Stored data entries
◆ ◆ ◆ ◆
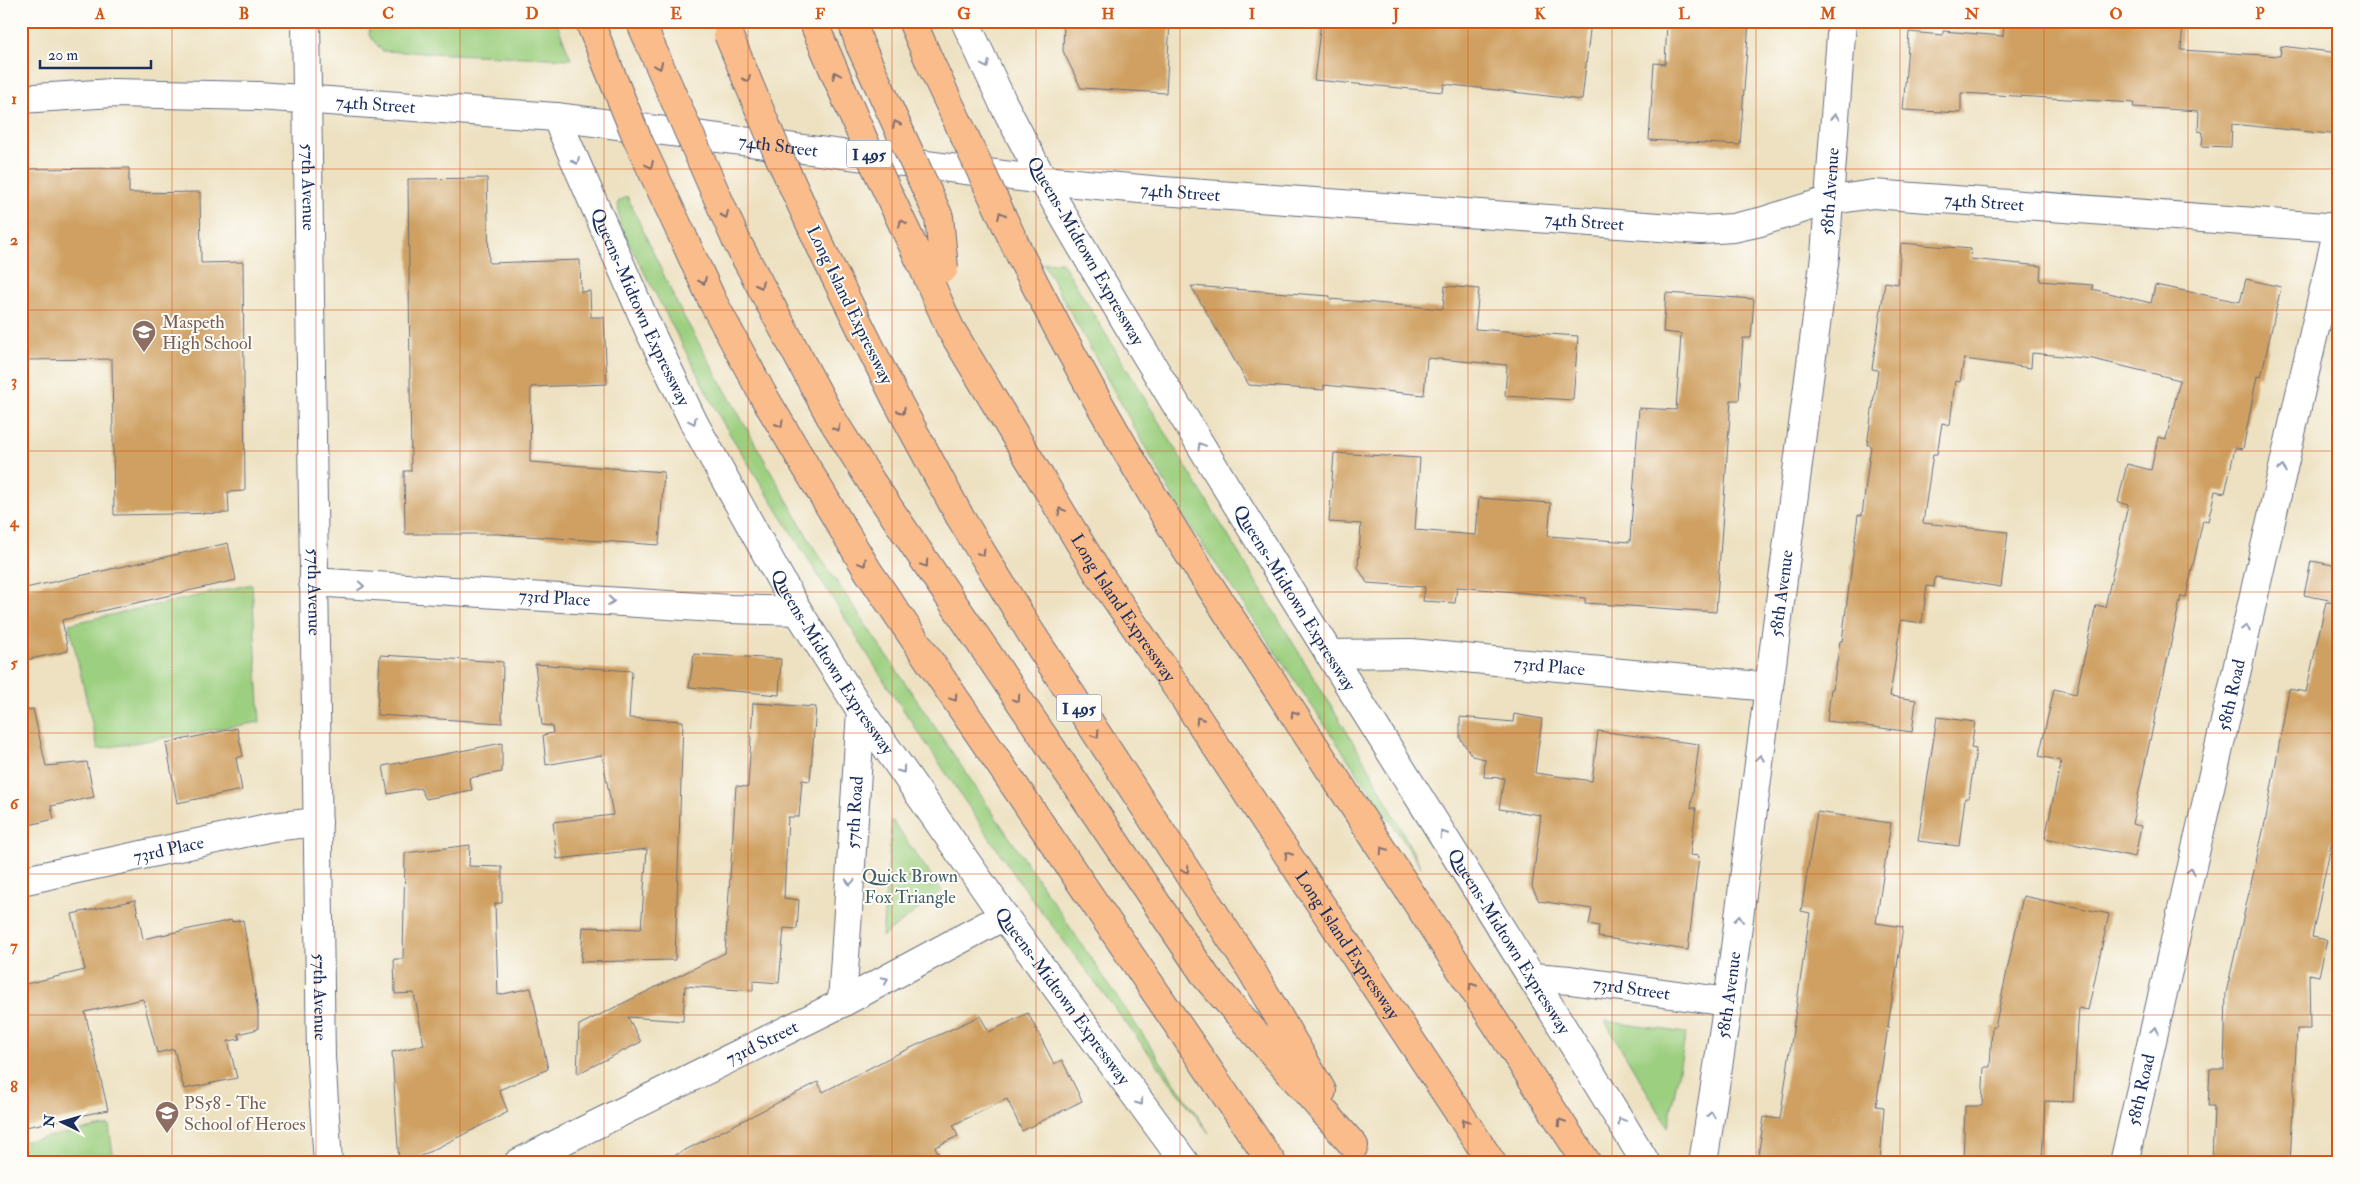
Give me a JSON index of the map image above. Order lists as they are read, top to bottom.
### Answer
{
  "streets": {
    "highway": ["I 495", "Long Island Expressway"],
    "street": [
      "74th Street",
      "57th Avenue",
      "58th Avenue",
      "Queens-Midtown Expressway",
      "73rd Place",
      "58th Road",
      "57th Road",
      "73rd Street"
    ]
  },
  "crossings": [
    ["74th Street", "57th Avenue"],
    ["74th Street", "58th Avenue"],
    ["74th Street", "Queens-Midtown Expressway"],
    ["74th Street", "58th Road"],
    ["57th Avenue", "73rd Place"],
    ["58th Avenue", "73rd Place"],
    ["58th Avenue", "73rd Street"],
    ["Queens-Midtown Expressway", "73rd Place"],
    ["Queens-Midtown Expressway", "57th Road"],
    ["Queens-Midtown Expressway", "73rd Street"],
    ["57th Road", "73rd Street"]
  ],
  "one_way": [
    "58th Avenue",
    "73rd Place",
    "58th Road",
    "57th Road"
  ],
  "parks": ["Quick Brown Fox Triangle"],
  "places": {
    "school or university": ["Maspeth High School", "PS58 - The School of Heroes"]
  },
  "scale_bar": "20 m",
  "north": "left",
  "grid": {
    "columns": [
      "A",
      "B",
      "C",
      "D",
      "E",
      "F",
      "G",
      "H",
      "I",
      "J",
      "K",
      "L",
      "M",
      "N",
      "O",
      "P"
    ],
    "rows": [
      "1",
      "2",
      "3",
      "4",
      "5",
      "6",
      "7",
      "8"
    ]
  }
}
◆ ◆ ◆ ◆
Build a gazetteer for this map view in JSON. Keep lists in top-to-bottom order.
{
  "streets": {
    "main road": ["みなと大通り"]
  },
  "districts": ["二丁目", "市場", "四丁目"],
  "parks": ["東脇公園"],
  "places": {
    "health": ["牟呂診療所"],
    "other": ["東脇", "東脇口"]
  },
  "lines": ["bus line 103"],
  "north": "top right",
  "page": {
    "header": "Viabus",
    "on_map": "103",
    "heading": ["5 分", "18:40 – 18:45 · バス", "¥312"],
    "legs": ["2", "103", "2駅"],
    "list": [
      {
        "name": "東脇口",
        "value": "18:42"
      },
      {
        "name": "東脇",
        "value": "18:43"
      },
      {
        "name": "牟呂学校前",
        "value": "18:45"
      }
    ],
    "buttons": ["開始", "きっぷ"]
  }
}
◆ ◆ ◆ ◆
▶ [Work order]:
From the data above, copy each line that has the string "bottom".

▶ [Written reply]:
Give me a JSON index of the map image above. Order lists as they are read, top to bottom.
Build a gazetteer for this map view in JSON. Keep lists in top-to-bottom order.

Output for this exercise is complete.